By: Kathryn M. Ridlehoover

There is one meal that identifies a Southerner, a rebel true.

Naw... it ain't collard greens, fried okra or catfish stew.

It's a simple supper of grits and country ham.

The best "darn" grits and country ham that am.

Red-eyed gravy flavored with a little coffee grounds,

gobs of real butter and potato biscuits brown,

homemade pickles, jams and marmalade.

These are the goods from which supper will be made.

How does this meal get to our blue willow plate?

It's a Southern ritual. But do not mistake

everything I'm 'bout to tell

is written on a paper, hidden in the old church bell.

The corn is left in the fields to harden in the heat

to become seed corn, grits, or grain for cattle to eat.

The women pick and shuck the corn when it's harvest time,

and put the separate ears into bins that once held lime.

The seed corn is carefully stored for use in the coming year

and the grain corn is put into barns or silos over there.

The rest of the corn is ground into those tasty southern grits

there at the old mill where Uncle Joe Bob sits.

It's a ramshackled old building along side a babbling rill

that produces the best grits this side of Jackson's Hill.

Every day, 'ceptin' Sunday, when the water wheel groans

the corn is coarsely ground as water turns the old mill stones.
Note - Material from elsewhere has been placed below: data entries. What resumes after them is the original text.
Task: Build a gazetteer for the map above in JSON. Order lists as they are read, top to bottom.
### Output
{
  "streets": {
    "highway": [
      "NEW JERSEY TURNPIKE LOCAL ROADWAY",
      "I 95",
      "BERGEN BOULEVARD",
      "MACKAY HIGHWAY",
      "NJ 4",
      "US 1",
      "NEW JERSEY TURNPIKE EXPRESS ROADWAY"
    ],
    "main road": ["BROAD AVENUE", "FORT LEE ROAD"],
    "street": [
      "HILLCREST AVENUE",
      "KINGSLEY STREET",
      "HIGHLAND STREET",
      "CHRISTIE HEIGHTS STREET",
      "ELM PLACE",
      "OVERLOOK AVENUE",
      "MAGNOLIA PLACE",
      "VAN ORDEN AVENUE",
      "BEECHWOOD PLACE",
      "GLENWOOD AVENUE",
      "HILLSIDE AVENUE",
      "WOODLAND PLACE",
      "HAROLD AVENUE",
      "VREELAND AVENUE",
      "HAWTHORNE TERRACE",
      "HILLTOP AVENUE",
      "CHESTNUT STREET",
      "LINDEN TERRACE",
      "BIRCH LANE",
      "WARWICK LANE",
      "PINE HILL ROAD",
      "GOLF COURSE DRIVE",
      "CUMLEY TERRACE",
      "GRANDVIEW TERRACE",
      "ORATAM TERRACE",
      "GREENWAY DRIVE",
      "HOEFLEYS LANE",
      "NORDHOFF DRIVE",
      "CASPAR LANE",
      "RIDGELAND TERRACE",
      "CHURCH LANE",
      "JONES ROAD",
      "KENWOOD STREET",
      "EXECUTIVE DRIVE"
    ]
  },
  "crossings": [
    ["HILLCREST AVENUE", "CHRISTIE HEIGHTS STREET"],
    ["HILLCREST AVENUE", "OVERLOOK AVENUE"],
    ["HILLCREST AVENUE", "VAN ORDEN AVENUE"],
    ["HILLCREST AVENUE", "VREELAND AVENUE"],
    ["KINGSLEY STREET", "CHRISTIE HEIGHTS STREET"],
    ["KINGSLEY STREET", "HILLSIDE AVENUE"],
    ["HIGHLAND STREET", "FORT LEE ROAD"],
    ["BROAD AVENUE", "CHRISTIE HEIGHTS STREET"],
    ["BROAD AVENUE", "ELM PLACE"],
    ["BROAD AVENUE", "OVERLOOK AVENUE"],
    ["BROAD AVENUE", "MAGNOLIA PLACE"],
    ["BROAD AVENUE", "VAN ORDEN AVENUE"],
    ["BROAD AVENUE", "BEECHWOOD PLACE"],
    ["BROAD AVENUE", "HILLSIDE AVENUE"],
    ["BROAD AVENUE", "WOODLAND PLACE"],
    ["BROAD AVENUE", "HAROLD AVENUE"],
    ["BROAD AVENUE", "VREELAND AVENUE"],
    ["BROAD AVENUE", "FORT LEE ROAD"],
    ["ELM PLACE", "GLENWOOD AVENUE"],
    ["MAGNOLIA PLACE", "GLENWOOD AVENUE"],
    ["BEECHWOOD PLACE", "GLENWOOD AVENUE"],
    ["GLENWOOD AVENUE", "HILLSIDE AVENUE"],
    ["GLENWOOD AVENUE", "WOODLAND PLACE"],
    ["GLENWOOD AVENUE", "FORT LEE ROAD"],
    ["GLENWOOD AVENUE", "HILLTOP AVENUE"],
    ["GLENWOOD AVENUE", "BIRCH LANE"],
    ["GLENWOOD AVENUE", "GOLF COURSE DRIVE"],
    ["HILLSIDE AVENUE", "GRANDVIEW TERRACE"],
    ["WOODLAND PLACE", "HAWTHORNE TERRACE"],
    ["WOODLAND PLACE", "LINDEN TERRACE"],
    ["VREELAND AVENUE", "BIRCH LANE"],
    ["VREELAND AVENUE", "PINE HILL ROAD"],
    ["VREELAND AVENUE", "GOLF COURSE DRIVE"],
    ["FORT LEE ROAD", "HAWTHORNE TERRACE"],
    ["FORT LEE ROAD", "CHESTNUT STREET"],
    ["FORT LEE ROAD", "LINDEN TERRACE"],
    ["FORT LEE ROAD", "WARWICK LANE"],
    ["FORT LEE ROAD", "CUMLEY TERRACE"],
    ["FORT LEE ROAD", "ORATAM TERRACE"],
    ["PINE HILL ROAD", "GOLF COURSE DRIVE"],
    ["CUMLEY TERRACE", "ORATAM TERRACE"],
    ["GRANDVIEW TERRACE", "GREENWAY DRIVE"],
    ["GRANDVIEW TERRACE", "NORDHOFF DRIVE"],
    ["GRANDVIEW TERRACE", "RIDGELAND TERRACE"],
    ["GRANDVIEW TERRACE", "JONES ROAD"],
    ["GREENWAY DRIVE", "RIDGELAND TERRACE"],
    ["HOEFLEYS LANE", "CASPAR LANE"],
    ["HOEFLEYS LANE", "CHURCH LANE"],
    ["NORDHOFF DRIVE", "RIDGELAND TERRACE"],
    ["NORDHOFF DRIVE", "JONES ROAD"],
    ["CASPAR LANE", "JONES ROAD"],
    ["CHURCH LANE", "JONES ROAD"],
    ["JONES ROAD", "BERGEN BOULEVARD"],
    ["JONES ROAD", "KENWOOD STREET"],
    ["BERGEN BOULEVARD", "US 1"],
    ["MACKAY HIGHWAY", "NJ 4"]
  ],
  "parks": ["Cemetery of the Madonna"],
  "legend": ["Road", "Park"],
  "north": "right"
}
If the rill runs dry, the corn would be ground

by Jack Trapper's horse Charlie and a horse named Clown

Jack runs the mill in the same manner in which he was taught

by his Grandpa Tom, before he got caught

for making moonshine liquor in a copper still

over by the mill race and down under the hill.

Country hams begin their journey when there's a bite in the air

and the long awaited season for pig killin' is finally here.

The pigs are caught , slaughtered and cut up.

The liver and brains are saved in a big glass cup.

The ribs go one place, the pork chops go the tuther.

Chittlin's are always taken by Joe Bob"s mother.

But the hams, they are the super stars of the show.

It's off to the smoke house where the best ones go.

These treasures of the pig, hand rubbed with brine,

are stored in the smoke house to cure for a long time.

Then begins the smokin'. You can use any flavor wood,

but hickory, oak and pecan are mighty darn good.

The smokin' is the flavorin' of this gourmet meat

to give all true Southerners a truly Southern treat.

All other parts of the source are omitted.